#### YOUR INSTRUCTIONS:
Copy out each line of the listing below in which the string "worn" occurs.

** PROVIDED DATA follows **

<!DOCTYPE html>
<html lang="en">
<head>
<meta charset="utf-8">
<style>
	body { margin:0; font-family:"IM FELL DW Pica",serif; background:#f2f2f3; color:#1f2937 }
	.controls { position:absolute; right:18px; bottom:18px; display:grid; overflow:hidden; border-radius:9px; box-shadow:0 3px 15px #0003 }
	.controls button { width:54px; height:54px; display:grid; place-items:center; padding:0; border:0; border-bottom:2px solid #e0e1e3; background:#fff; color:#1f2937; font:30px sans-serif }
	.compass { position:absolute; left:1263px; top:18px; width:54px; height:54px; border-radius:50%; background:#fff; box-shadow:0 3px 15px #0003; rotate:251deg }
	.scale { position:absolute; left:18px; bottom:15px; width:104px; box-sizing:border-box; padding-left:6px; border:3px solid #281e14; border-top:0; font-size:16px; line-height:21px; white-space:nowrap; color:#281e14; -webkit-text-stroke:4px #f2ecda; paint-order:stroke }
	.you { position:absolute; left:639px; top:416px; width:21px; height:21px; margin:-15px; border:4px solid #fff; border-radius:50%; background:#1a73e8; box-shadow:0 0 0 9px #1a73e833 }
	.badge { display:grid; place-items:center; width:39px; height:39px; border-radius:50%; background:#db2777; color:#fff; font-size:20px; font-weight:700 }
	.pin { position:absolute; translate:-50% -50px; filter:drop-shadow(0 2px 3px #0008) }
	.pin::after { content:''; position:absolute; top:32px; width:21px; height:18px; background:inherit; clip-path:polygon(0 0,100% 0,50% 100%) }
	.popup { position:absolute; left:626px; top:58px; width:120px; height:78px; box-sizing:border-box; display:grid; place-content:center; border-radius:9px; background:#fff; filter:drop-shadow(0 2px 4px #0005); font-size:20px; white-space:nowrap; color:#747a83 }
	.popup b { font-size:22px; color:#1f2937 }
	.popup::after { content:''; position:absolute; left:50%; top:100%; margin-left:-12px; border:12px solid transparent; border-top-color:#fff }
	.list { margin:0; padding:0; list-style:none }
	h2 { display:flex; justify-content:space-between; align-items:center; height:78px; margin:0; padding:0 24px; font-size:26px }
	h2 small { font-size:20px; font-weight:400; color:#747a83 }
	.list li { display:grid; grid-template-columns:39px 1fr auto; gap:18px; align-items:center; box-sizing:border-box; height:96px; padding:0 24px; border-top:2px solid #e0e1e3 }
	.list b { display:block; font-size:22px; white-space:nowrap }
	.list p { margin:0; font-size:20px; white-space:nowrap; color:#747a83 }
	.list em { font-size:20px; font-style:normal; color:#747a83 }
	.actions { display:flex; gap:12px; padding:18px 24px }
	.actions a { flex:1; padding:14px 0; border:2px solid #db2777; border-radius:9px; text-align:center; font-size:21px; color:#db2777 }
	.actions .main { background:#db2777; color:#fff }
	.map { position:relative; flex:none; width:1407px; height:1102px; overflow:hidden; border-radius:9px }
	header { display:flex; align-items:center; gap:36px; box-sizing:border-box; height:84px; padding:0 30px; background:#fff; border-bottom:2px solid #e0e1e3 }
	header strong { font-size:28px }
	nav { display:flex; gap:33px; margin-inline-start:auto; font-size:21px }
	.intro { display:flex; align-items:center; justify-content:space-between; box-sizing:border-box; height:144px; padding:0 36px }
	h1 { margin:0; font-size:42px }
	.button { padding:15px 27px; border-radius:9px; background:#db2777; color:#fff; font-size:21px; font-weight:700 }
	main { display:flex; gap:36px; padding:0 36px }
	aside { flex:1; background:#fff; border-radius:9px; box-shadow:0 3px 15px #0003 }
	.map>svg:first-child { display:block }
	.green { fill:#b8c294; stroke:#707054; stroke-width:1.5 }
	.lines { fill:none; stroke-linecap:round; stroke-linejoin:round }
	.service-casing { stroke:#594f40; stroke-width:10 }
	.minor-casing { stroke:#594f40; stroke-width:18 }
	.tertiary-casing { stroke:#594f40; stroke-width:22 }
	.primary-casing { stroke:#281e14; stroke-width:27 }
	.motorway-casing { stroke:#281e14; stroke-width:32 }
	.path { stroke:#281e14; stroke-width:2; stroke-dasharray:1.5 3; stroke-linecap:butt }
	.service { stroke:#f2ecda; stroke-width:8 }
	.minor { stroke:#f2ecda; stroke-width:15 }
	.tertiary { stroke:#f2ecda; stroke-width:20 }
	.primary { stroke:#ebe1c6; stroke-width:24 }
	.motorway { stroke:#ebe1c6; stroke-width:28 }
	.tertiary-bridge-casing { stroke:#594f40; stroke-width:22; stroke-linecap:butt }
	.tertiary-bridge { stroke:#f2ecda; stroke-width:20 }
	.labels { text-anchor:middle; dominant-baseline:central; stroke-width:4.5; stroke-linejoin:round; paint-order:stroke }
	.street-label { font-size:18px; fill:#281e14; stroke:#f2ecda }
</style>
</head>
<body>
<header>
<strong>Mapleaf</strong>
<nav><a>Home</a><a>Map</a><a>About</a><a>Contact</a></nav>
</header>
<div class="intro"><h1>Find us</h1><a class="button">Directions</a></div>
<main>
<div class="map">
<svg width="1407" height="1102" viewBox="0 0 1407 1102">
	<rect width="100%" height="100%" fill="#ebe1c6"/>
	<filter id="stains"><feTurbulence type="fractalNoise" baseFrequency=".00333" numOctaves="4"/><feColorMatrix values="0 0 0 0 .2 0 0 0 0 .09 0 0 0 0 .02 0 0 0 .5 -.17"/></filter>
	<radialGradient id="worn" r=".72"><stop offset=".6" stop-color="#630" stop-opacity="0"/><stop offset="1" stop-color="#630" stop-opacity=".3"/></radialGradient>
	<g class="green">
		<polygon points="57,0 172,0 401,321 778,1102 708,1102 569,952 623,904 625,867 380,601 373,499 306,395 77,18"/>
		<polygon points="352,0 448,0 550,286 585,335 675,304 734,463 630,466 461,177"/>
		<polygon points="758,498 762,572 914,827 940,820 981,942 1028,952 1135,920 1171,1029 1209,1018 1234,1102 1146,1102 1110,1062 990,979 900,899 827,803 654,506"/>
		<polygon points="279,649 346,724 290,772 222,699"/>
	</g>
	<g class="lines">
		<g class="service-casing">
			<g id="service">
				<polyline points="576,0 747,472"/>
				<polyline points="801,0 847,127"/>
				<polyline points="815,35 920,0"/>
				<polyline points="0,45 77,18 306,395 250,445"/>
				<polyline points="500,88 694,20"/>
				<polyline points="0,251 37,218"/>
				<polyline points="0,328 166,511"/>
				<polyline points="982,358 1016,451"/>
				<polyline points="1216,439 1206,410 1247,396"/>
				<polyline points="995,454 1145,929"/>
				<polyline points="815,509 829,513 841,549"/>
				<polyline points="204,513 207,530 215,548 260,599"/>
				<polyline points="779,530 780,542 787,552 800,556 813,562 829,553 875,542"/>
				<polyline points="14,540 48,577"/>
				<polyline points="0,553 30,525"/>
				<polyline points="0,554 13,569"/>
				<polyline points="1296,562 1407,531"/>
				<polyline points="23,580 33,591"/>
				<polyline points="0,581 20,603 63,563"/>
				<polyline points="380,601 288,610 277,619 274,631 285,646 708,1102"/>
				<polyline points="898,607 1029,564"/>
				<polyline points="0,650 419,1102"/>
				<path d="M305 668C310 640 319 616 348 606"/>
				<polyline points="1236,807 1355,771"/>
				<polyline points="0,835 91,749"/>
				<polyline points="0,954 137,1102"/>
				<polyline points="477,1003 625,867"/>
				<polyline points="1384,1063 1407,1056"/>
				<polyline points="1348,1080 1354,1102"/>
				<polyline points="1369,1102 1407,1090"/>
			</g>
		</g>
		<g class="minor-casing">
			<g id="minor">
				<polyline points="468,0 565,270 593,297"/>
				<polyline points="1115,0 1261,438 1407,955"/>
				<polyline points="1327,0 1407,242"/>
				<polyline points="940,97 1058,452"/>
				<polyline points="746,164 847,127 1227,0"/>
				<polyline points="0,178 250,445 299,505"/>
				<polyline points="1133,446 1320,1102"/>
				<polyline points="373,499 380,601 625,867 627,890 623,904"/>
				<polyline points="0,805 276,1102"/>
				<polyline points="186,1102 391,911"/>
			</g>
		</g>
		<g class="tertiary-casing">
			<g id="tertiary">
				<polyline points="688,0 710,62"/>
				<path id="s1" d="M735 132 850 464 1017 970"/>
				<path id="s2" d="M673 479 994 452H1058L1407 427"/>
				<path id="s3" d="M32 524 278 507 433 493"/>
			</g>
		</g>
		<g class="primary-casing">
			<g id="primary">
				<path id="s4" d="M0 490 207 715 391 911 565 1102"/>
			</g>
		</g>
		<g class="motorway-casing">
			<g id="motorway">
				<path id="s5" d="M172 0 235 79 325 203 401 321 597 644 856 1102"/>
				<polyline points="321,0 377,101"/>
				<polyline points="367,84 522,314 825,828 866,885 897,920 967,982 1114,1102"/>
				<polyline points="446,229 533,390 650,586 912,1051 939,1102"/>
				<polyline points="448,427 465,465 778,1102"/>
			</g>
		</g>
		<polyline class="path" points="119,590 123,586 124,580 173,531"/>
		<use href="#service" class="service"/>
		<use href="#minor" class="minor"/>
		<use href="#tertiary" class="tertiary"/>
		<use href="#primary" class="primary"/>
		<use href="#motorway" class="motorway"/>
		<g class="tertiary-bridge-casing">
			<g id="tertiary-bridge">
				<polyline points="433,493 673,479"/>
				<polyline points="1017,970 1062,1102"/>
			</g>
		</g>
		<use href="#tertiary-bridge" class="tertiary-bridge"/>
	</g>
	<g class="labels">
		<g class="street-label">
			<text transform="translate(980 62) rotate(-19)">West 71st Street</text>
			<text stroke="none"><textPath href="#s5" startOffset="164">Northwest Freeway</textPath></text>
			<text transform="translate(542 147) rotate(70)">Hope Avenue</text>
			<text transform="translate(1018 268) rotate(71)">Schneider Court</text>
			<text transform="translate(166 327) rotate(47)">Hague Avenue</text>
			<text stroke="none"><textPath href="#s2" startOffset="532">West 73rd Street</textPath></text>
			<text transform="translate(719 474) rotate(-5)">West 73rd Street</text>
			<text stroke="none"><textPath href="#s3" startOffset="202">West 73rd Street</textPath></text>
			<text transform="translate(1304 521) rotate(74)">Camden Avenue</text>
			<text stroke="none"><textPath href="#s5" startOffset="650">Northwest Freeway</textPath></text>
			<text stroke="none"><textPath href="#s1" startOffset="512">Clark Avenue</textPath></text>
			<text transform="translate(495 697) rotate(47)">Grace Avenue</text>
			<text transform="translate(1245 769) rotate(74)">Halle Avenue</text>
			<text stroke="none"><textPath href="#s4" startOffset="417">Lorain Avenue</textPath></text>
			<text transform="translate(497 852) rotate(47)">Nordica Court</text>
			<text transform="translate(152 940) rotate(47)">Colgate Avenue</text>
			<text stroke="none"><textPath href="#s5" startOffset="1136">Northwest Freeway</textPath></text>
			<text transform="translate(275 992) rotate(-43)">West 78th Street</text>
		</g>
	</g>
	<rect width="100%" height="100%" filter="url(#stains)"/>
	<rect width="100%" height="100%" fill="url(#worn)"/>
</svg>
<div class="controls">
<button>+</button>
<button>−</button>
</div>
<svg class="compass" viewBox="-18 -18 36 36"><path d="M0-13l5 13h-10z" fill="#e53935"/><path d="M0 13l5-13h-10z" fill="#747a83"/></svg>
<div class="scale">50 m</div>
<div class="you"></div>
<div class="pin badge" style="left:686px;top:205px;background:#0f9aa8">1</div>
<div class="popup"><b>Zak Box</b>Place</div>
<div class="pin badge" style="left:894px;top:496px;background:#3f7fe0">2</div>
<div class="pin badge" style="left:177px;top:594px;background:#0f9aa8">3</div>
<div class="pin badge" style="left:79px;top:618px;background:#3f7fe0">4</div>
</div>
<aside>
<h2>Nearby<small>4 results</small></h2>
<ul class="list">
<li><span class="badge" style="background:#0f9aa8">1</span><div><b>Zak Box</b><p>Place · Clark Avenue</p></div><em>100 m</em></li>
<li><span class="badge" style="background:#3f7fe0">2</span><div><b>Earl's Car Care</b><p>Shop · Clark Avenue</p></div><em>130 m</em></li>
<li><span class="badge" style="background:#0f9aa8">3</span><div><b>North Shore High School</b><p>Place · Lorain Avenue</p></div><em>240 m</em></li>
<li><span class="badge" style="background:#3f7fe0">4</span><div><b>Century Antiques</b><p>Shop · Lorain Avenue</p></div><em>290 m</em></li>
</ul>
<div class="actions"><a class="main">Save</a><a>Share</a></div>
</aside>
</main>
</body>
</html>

** End of PROVIDED DATA **

#### RESPONSE BOX:
	<radialGradient id="worn" r=".72"><stop offset=".6" stop-color="#630" stop-opacity="0"/><stop offset="1" stop-color="#630" stop-opacity=".3"/></radialGradient>
	<rect width="100%" height="100%" fill="url(#worn)"/>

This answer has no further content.